この2本の論文はネット上で議論が出つくしています。前者はスウェーデン女性の平均摂取カロリーが1561キロカロリーとしていたり、15年も継続しているのに、途中で食事の内容を一度もチェックしていなかったりとあまりにも適当な論文です。

後者には糖質制限をしたグループのデータが出てきません(問題のすり替えに見えます)。  



その他、リバウンドや体重減少効果については、糖質をとればリバウンドして当たり前です。栄養失調についてもばかばかしい議論です。そんなことを勧めている医師は少なくとも日本にはいません。




 またアコード試験の結果を示して、HbA 1cを7.5%以下にする糖質制限は危険であると述べています。

(平均血糖変動幅の増大が糖尿病死亡率の増加というアコード試験の結果をもたらしたと考えるのが常識ではないか。すなわち理論的には糖質制限による血糖コントロールは死亡率を増加させない。)  




糖質制限の長期的安全性はふ明なのは事実です。

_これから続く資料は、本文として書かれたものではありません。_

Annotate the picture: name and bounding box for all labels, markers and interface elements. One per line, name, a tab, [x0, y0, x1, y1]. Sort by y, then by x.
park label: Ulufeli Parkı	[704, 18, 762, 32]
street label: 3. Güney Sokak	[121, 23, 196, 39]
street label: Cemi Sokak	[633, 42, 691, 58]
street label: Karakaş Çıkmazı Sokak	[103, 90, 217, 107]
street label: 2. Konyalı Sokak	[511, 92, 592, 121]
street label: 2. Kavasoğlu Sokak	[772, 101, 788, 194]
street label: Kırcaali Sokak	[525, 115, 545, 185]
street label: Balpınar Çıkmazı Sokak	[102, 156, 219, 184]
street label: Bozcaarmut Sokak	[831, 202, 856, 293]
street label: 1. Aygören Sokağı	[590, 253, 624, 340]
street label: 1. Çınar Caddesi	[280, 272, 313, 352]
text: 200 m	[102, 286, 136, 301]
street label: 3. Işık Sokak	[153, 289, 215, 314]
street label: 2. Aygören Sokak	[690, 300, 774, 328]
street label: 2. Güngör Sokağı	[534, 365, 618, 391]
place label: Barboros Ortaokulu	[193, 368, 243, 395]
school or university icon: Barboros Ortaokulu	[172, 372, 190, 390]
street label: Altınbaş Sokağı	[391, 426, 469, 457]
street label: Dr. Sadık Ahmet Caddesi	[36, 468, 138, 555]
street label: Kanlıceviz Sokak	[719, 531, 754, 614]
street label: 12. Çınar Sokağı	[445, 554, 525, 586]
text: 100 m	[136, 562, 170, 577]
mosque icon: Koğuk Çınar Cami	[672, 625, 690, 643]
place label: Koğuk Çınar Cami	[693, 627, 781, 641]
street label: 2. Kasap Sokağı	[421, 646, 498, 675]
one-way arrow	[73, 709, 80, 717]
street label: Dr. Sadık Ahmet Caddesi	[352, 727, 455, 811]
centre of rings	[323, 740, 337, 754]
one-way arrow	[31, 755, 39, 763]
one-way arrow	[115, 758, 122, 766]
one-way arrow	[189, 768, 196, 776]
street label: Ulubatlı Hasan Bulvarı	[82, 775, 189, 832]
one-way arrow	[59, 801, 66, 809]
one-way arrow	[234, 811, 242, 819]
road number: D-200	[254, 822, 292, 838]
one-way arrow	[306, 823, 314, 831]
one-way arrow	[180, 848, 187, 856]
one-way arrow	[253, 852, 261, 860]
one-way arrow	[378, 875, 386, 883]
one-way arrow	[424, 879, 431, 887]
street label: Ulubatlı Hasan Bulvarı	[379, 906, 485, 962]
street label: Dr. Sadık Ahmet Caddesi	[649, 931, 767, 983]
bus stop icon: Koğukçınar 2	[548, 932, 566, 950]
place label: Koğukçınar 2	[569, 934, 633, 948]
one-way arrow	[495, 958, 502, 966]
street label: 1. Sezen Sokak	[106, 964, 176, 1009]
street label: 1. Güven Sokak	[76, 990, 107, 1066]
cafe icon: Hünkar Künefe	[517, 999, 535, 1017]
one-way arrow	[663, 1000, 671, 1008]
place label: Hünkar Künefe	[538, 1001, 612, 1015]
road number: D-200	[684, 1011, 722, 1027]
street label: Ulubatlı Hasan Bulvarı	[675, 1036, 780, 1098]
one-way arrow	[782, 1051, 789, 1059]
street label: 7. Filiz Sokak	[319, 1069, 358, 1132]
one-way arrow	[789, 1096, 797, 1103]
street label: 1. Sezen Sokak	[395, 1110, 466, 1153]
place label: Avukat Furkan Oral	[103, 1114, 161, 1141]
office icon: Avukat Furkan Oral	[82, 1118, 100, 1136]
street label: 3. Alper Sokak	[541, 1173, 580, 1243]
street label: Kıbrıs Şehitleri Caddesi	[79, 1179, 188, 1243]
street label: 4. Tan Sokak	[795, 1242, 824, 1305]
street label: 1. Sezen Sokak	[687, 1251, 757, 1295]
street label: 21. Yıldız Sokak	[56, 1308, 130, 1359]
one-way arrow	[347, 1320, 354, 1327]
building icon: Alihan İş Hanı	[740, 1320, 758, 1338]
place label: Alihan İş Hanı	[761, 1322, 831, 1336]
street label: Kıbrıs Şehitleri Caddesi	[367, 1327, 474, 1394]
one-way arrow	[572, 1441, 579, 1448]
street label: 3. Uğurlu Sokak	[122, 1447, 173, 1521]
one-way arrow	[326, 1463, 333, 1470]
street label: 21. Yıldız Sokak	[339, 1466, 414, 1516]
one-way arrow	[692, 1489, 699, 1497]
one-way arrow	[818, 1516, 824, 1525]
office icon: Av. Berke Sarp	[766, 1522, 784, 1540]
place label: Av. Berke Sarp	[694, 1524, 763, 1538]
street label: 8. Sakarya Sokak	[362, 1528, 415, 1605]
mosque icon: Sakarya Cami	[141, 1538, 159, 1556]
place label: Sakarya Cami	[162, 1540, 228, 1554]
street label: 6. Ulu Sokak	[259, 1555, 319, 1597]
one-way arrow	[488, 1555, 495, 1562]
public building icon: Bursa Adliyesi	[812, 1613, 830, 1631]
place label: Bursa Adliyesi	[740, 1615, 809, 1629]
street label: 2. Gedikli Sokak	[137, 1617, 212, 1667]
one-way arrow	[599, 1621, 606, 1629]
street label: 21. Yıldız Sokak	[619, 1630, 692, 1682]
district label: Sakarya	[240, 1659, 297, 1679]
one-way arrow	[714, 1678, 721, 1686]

しかし、カロリー制限の理論的危険度が高いことと、さえない臨床効果は明らかです。



 さらに否定の根拠として挙げられているのが2010年ハーバード大学ファング博士らのコホート研究で動物性タンパクの摂取量が多いグループの死亡率上昇です。これも糖質制限のグループがでてこない論文です。

(そもそも、本の最初に長期的安全性がふ明といいながら、糖質制限の危険性が証明された論文があるかのような記述はいかがなものでしょうか)

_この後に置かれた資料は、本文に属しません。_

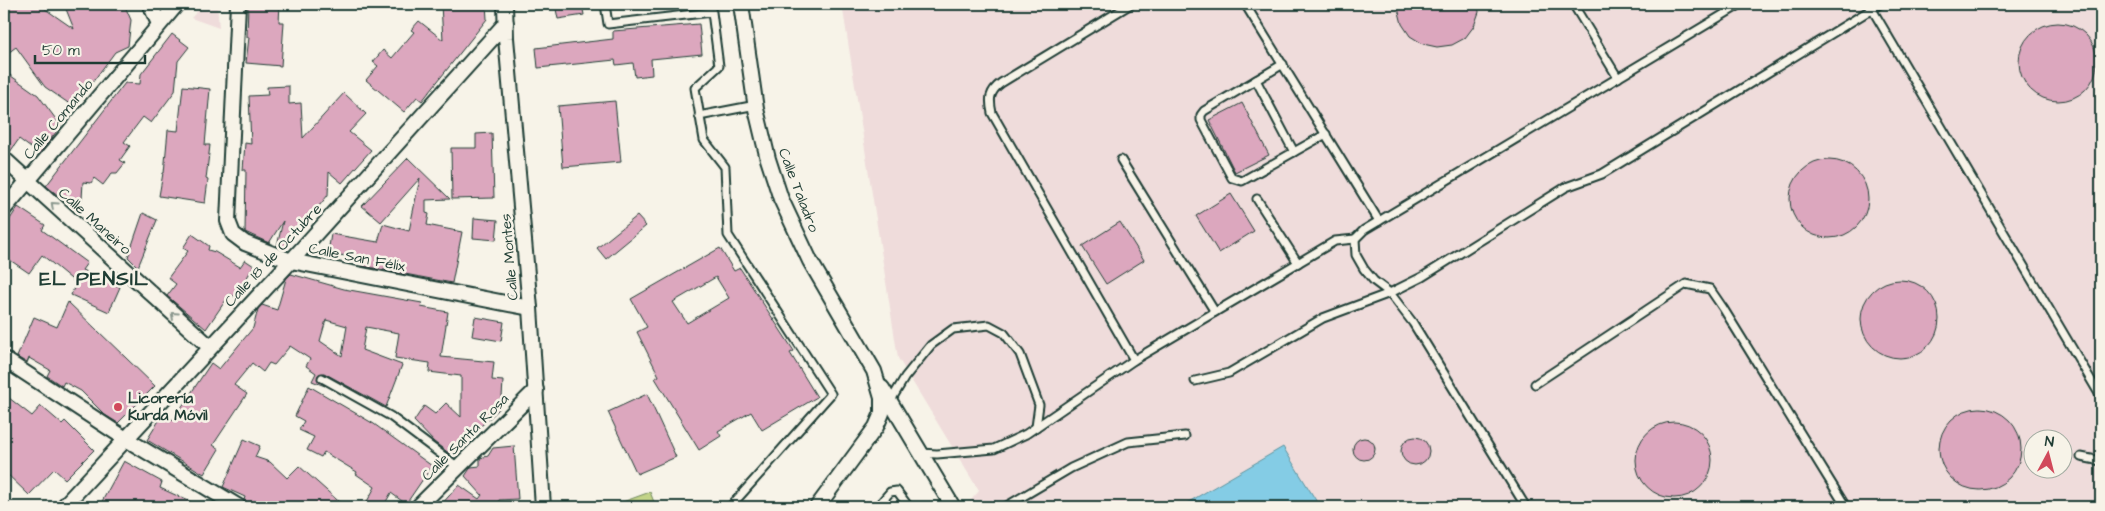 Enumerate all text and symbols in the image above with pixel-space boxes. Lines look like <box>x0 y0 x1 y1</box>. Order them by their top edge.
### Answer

糖質制限でうつになるという見出しもありました。(現場でおきていることと逆と思いますが)


 


糖質制限で、認知症になる(久山町研究をひいていますが、その久山町研究でまさに米の摂取量と認知症の発症率の関連がいわれている)  


江部康二著「糖質制限パーフェクトガイド《に筆者のひいた論文の対論がありますので、参考になります。